Ah, Good Riddance. Thank you.

I showed up to the Sinclair last Wednesday just in time to catch The Flatliners, an energetic punk band from Ontario, Canada. Immediately, the seventeen-year-old living inside my nostalgic heart beat for them, reaching out to Scott Brigham’s catchy guitar, smiling at Chris Cresswell’s raw yell-singing, blast beats coming from Paul Ramirez’s kit. I hesitate to call them pop punk because no one wants to be called pop punk because there’s stigma and some kind of negative connotation and while I hesitate, screw it. They’re pop punk – good pop punk – while leaning towards a harder edge, reminding me a lot of Rise Against.

“Immediately, the seventeen-year-old living inside my nostalgic heart beat for them, reaching out to Scott Brigham’s catchy guitar, smiling at Chris Cresswell’s raw yell-singing, blast beats coming from Paul Ramirez’s kit.”

Santa Cruz’s Good Riddance opened their set with “Last Believer,” which is kind of like high fiving their fans for coming. That song, off their ’96 release A Comprehensive Guide to Moderne Rebellion, is already a hopeful anthem and immediately induced the crowd to rush the stage, the kids spitting words back to singer Russ Rankin, fists in the air, plastic cups and beer cans casually flying skyward and back into the pit from where it came.

Good Riddance’s set was the kind a fan of their music would’ve hoped for, including tracks from all over their discography, too, pleasing anyone familiar with their albums, from “Heresy, Hypocrisy, and Revenge,” to “All Fall Down,” to “Darkest Days,” to “Shadows of Defeat,” to “Steps,” to “Shit-Talking Capitalists,” to “Think of Me,” to “Pisces/Almost Home,” to “Yesterday’s Headlines,” on and on and on.
Rankin casually reminisced between songs about the last time they were in Massachusetts, saying, “The last time we played Massachusetts was in Cambridge in 1995. Also?
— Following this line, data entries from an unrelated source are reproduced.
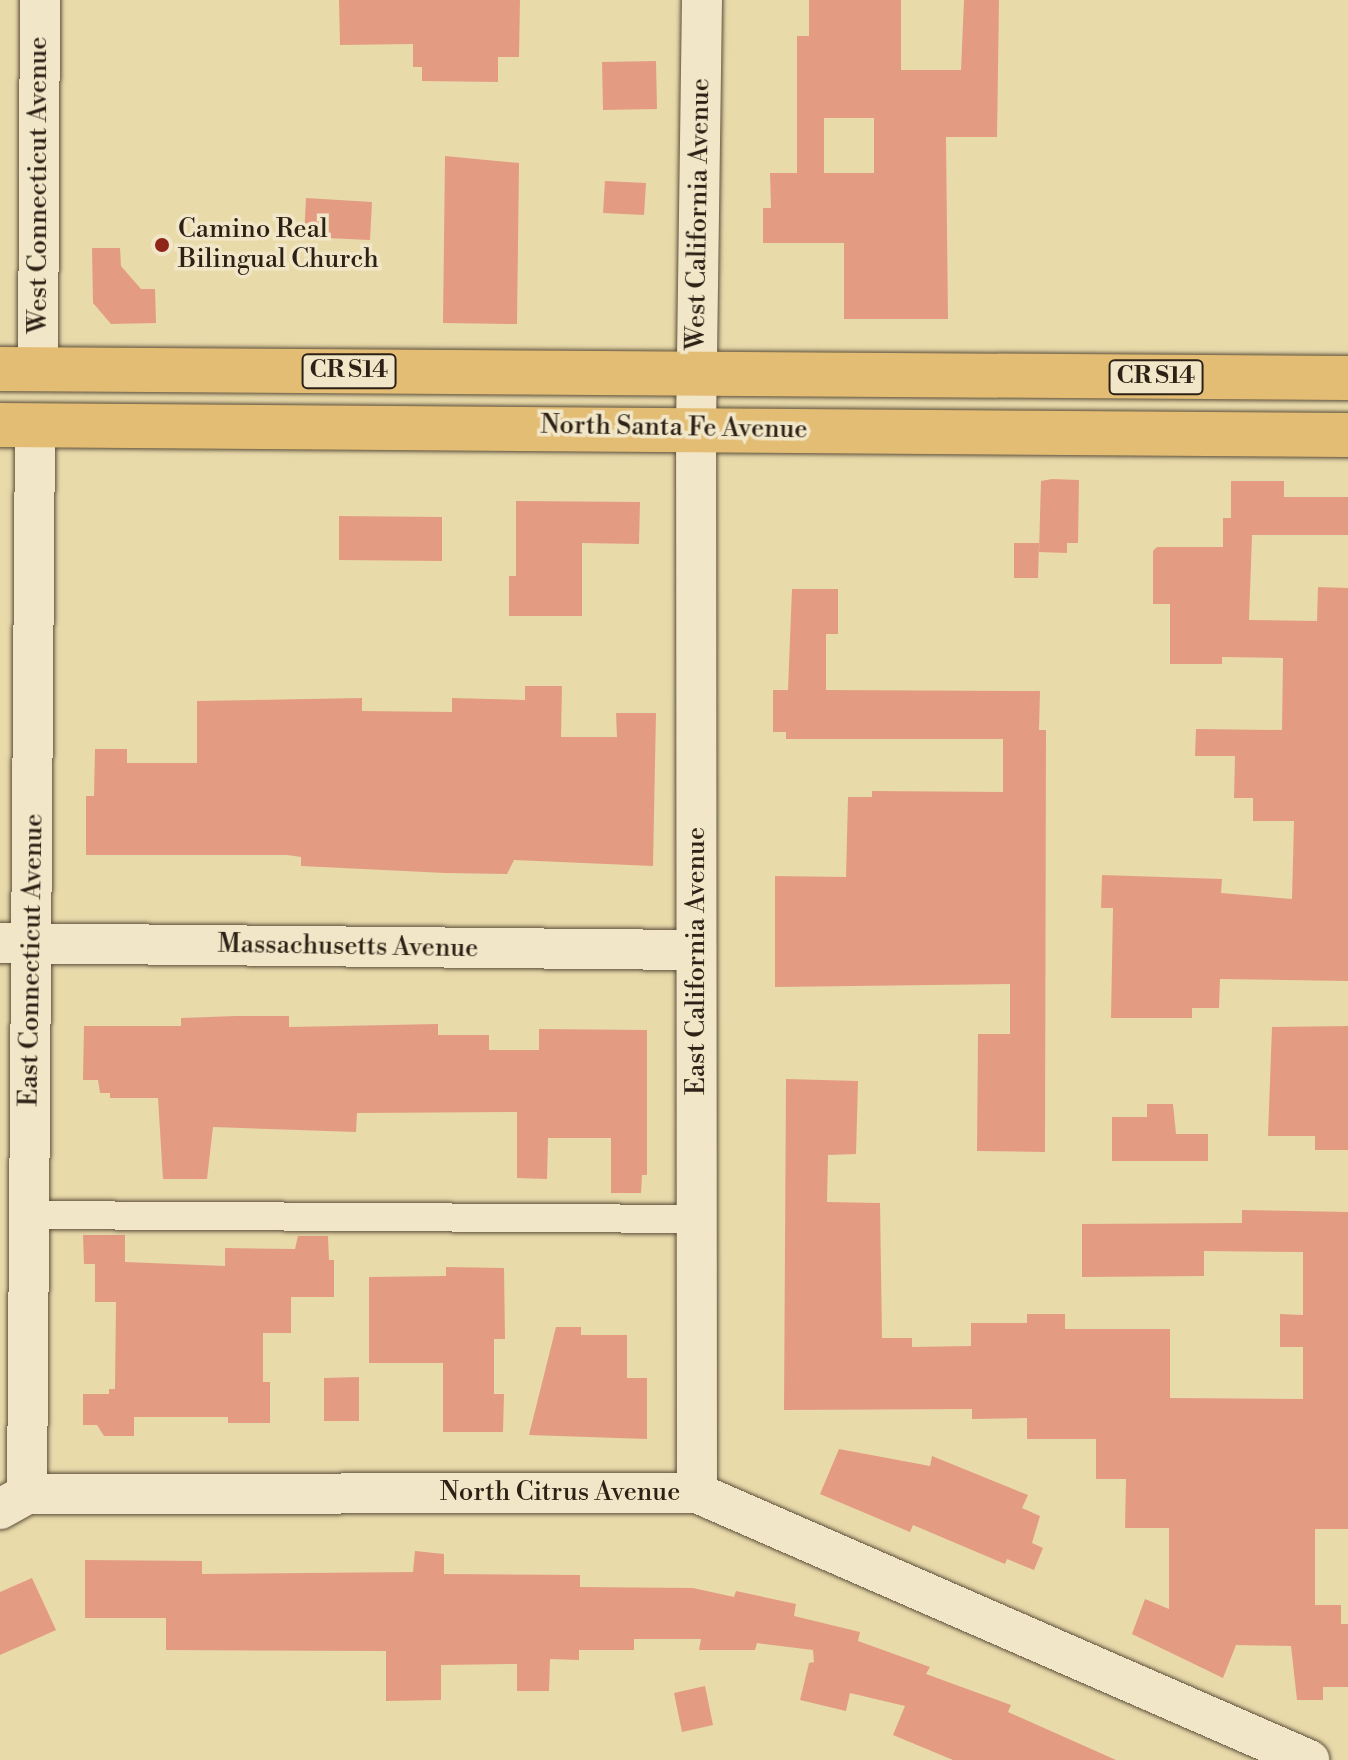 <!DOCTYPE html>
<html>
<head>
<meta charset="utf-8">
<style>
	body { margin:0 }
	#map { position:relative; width:1348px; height:1760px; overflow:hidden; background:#e9daaa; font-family:"Libre Bodoni",serif }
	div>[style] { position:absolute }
	.building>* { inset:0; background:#e39c82 }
	.roads { filter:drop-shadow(0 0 2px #5c4f3b) drop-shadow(0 0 2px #5c4f3b) }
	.street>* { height:28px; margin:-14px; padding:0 14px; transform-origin:14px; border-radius:14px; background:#f1e7c8 }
	.secondary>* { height:40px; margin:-20px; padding:0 20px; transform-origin:20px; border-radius:20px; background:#f1e7c8 }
	.primary>* { height:44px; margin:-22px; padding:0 22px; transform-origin:22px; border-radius:22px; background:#e4bd75 }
	.dots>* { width:22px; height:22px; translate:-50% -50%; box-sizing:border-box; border:4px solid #f1e7c8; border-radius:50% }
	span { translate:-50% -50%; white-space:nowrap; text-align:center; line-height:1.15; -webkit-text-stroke:7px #f1e7c8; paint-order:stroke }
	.shield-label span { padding:2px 6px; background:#f1e7c8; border:2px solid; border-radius:6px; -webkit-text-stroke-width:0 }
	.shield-label { font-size:24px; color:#2d2116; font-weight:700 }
	.street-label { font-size:26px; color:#2d2116 }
	.poi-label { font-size:26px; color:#2d2116 }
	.left { translate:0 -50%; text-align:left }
</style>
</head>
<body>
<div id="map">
	<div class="building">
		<div style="clip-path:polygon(339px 0,520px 0,519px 57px,498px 57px,498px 82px,422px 81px,422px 67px,413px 67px,413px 44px,340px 45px)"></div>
		<div style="clip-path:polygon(evenodd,809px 0,901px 0,901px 70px,961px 70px,964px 0,999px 0,997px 137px,946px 137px,948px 319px,844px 319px,844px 243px,763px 243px,763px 208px,771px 208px,770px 173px,797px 173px,797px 36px,809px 36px,809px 0,824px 118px,874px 118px,874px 173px,824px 173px,824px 118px)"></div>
		<div style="clip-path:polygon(656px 61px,657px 109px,603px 110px,602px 62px)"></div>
		<div style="clip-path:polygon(445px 156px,519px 163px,517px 324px,443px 323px)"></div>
		<div style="clip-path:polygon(605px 181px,646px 183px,644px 215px,603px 213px)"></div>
		<div style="clip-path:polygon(306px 198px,372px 202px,370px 240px,304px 237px)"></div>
		<div style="clip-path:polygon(92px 248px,120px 248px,121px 266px,141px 289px,155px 289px,156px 323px,111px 324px,93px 303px)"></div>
		<div style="clip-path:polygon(1052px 479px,1079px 480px,1078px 543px,1067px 543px,1067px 553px,1039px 552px,1041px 481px)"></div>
		<div style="clip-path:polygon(1231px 481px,1284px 481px,1284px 497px,1348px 497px,1348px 535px,1252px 535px,1249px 620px,1317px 621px,1318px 587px,1348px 588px,1348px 981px,1220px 979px,1219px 1008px,1192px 1008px,1192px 1018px,1111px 1018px,1113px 908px,1101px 908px,1102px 875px,1222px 879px,1221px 893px,1292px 899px,1294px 821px,1253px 821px,1253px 798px,1234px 798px,1235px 756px,1195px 756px,1196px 729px,1282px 730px,1283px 658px,1222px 657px,1222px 664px,1170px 664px,1170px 604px,1153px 604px,1153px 551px,1157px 547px,1223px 547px,1223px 518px,1231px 518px)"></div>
		<div style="clip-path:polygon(516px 501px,640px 502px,639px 544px,582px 543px,582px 616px,509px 616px,509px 576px,516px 576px)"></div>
		<div style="clip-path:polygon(339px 516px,442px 517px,442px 561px,339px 560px)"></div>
		<div style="clip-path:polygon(1014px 543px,1039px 543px,1038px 578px,1014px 578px)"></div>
		<div style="clip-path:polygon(792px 589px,838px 589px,838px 634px,826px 634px,826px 690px,1040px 691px,1039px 730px,1046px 730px,1045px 1152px,977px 1151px,978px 1034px,1010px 1034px,1010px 984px,775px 987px,775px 876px,846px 877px,848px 797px,872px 797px,872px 791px,1003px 792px,1003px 739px,786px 739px,786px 732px,773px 732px,773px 690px,788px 690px)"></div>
		<div style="clip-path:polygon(525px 686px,562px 686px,561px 737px,617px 737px,616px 713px,656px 713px,653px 866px,514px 860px,507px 874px,445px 873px,301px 866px,301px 857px,287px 855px,86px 855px,86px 796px,94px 796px,95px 749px,127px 749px,127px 763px,197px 763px,197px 701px,362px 698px,362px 711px,452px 712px,452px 698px,525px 700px)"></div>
		<div style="clip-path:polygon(236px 1016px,289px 1016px,289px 1027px,438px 1024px,438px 1035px,489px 1035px,489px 1050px,539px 1050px,539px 1029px,647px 1030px,647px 1175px,642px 1175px,641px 1193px,611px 1193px,611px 1138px,548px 1138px,547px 1179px,517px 1178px,517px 1112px,357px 1113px,356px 1132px,213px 1127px,207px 1179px,163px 1179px,158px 1098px,110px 1098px,110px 1093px,100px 1093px,98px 1080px,83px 1080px,84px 1026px,181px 1026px,181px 1018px)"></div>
		<div style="clip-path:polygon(1348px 1026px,1348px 1150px,1315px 1150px,1315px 1136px,1268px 1136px,1272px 1027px)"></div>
		<div style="clip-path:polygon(786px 1079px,858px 1081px,856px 1154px,828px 1155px,827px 1202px,880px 1203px,882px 1338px,912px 1338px,912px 1347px,971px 1346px,971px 1323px,1027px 1323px,1027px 1314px,1065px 1314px,1065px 1329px,1170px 1329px,1170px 1398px,1303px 1399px,1303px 1347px,1280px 1347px,1280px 1314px,1303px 1315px,1303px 1252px,1204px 1251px,1204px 1276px,1082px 1277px,1082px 1224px,1242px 1223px,1242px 1210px,1348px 1212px,1348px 1529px,1315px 1529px,1315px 1605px,1341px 1605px,1341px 1624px,1348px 1624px,1348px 1687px,1323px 1687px,1323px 1700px,1297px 1700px,1291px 1646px,1236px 1645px,1223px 1678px,1132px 1634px,1145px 1599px,1169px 1609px,1169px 1528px,1125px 1528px,1126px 1479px,1096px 1479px,1096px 1439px,1027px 1439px,1027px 1418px,972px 1419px,972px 1409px,784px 1410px)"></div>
		<div style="clip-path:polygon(1147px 1104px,1173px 1104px,1176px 1134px,1208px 1134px,1208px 1161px,1112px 1161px,1112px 1117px,1147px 1117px)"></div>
		<div style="clip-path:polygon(83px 1235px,125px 1235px,125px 1262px,225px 1266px,225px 1248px,295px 1249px,298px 1236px,328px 1236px,329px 1260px,334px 1260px,334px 1297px,291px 1297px,291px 1333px,263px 1333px,263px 1382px,270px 1382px,270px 1423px,228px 1423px,228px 1417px,134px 1417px,134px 1436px,104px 1436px,97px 1425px,83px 1425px,83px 1394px,109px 1394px,109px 1389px,115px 1389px,116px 1302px,95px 1302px,95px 1264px,84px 1264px)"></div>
		<div style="clip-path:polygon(446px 1267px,504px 1268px,505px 1339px,494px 1339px,494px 1394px,504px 1394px,503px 1432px,443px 1432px,443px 1363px,369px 1363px,369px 1277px,446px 1276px)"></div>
		<div style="clip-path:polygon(556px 1327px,581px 1327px,581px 1335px,627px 1335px,627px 1378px,647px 1378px,647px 1439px,529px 1435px)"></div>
		<div style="clip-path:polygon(359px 1377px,359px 1421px,324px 1421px,324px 1378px)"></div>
		<div style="clip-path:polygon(839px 1449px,930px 1466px,932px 1456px,1028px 1495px,1022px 1508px,1040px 1516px,1032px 1543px,1043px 1548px,1034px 1570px,1007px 1559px,1005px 1564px,913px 1525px,910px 1532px,820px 1494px)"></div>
		<div style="clip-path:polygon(415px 1551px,444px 1554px,444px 1574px,580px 1575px,580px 1587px,693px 1588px,734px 1597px,736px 1591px,796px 1604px,794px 1616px,860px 1632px,858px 1641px,930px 1667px,926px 1674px,1011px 1705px,1008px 1712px,1116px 1760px,953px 1760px,893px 1735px,905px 1706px,850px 1693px,846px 1711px,800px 1700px,809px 1663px,814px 1662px,813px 1650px,757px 1643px,755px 1650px,699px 1650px,701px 1639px,634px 1639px,634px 1650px,579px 1650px,579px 1660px,550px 1659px,549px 1691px,517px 1691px,517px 1664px,441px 1665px,441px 1700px,386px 1701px,386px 1651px,166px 1650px,166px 1618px,85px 1618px,85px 1560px,202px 1561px,202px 1574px,413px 1572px)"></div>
		<div style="clip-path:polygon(32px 1578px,56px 1630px,0 1655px,0 1592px)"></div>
		<div style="clip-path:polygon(705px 1686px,713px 1725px,682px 1732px,674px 1693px)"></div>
	</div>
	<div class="roads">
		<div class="street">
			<div style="left:29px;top:1215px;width:668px;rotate:0.34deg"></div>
		</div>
		<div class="secondary">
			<div style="left:38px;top:370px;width:370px;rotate:-89.7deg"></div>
			<div style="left:0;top:943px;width:696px;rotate:0.58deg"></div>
			<div style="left:697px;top:1493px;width:1064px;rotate:-90.05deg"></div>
			<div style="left:696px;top:429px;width:429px;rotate:-89.2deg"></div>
			<div style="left:27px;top:1494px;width:1069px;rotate:-89.57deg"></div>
			<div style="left:0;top:1509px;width:31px;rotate:-29deg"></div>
			<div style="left:27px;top:1494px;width:670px;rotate:-0.09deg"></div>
			<div style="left:697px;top:1493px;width:668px;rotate:23.57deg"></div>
		</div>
		<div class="primary">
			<div style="left:0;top:369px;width:1348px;rotate:0.38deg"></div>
			<div style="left:0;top:425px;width:1348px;rotate:0.43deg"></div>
		</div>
	</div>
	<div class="dots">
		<div style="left:162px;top:245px;background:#8f2418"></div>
	</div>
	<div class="shield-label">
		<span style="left:349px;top:371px">CR S14</span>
		<span style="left:1156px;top:377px">CR S14</span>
	</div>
	<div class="street-label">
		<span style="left:39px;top:185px;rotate:-90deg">West Connecticut Avenue</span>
		<span style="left:699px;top:214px;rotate:-89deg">West California Avenue</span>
		<span style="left:674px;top:428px;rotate:1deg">North Santa Fe Avenue</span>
		<span style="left:348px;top:947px;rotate:1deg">Massachusetts Avenue</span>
		<span style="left:32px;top:960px;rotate:-89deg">East Connecticut Avenue</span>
		<span style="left:697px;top:961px;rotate:-90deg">East California Avenue</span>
		<span style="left:560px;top:1493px">North Citrus Avenue</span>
	</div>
	<div class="poi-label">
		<span class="left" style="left:178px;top:245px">Camino Real<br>Bilingual Church</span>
	</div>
</div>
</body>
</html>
No one else anywhere understands why you guys like Dunkin Donuts so much.” (Which, truthfully? Is true.) Fans called for their favorite song to be played, Rankin sometimes shaking his head and saying everyone should’ve put their requests in on their Facebook page, that, “We’re not one of those bands that can play any fucking song – we’re not Aerosmith. We haven’t played in, like, fifty fucking years.”

Which, you know, fair enough? I guess?  Weird to scold some kid for his song request, but, sure, whatever.

Their set, though, was awesome and everything I’d hoped it would be. That seventeen-year-old kid inside me that always wanted to see Good Riddance and never thought she would is finally satisfied.